Gas supplies: Fearing public anger, govt delays decision on price hike

Petroleum ministry’s policy guidelines will push up tariff by Rs35 per mmbtu

ISLAMABAD:


Apparently perturbed by the call of a long march by the Pakistan Tehreek-e-Insaf (PTI) and Pakistan Awami Tehreek (PAT), the government could not take a decision on whether to issue policy guidelines to the energy regulator for passing the burden of disputed Rs49 billion on to gas consumers.


It fears that if the consumers are further burdened, it will spark an angry response from them because of an increase in gas prices, officials say.

The policy guidelines, proposed by the Ministry of Petroleum and Natural Resources to bail out gas distributing companies, will push up gas prices by Rs35 per million British thermal units (mmbtu).

Government officials are of the view that Imran Khan’s PTI and Tahirul Qadri’s PAT may exploit the increase in gas prices to the advantage of their protest movement to topple the government.

The PML-N administration is already facing scathing criticism because of hours-long power outages, which sometimes extend up to 15 hours, across the country. Even the Pakistan Peoples Party (PPP), the main opposition which has formed its government in Sindh, has issued a warning, pressing the central government to address the load-shedding issue within a month.

The National Accountability Bureau (NAB) has put the government in trouble by suggesting that the Oil and Gas Regulatory Authority (Ogra) should recover the impact of increase in the unaccounted-for-gas (UFG) ceiling amounting to Rs49 billion from the two gas utilities.

“If this is recovered from the utilities – Sui Northern Gas Pipelines Limited (SNGPL) and Sui Southern Gas Company (SSGC) – they will go bankrupt immediately and gas supply may come to a halt,” said an official of the petroleum ministry while talking to The Express Tribune.


Sources pointed out that gas prices had already risen following increase in gas infrastructure development cess (GIDC) and the shifting of Rs49-billion burden to consumers would lead to further rise in tariff.

The Economic Coordination Committee (ECC), in its meeting held last month, put off the plan to shift the Rs49-billion burden to the consumers and directed the petroleum ministry to review it in the light of legal opinion in a way that it did not affect court proceedings or investigations into the Ogra scam.

According to officials, legal expert Abid Hassan Minto, while giving his detailed opinion, suggested that the proposed policy guidelines would in no way impede investigations by NAB following the Supreme Court’s decision in this connection.

The petroleum ministry has sent its summary again to the ECC, seeking issuance of the policy guidelines to Ogra.

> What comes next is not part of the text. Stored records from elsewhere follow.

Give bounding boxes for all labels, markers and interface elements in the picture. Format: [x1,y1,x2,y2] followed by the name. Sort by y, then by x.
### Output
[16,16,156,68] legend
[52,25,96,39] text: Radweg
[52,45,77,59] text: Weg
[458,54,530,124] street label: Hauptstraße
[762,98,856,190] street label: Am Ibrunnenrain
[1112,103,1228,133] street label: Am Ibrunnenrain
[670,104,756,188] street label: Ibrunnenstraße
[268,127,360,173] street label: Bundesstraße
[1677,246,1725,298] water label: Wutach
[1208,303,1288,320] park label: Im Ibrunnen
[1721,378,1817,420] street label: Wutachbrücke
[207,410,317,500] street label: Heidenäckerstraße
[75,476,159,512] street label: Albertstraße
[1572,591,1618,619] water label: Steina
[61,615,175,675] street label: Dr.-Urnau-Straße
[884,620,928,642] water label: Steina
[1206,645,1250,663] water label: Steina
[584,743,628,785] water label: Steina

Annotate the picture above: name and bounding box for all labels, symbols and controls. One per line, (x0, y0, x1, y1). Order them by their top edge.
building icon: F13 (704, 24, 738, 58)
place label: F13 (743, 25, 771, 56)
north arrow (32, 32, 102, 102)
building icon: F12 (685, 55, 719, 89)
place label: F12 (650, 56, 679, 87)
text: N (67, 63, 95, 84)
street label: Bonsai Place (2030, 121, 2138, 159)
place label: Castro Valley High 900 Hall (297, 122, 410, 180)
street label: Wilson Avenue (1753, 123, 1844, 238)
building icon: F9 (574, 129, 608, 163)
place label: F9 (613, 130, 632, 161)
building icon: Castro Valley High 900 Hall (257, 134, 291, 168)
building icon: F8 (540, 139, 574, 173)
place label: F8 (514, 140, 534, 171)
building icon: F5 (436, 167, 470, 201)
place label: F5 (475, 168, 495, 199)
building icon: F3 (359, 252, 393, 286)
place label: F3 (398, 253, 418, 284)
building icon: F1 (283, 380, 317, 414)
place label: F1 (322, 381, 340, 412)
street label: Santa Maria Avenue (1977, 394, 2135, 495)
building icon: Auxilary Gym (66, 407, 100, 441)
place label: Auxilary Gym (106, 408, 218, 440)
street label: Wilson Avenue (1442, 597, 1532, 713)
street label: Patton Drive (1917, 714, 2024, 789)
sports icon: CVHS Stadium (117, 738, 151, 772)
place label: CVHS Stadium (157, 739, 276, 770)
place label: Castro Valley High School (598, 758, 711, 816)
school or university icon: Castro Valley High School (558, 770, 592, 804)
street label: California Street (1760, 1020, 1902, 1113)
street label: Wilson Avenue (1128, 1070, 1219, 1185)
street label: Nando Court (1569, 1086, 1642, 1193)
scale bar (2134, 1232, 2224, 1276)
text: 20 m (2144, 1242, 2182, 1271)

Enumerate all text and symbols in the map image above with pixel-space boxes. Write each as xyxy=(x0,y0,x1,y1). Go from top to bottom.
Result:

The ministry has proposed that the following should be provisionally allowed as gas sales volumes for UFG benchmarking. (i) Volume pilfered by unregistered consumers but detected and determined by the companies (ii) volume against the minimum bill charged from domestic consumers (iii) volume consumed in law and order-stricken areas and (iv) impact of change in the bulk-retail ratio on UFG using 2003-04 as the base year.

“However, the real issue is the current political situation in the wake of the protest call given by PTI leader Imran Khan and PAT chief Tahirul Qadri, forcing the government to delay the decision,” an official said.

Published in The Express Tribune, August 6th, 2014.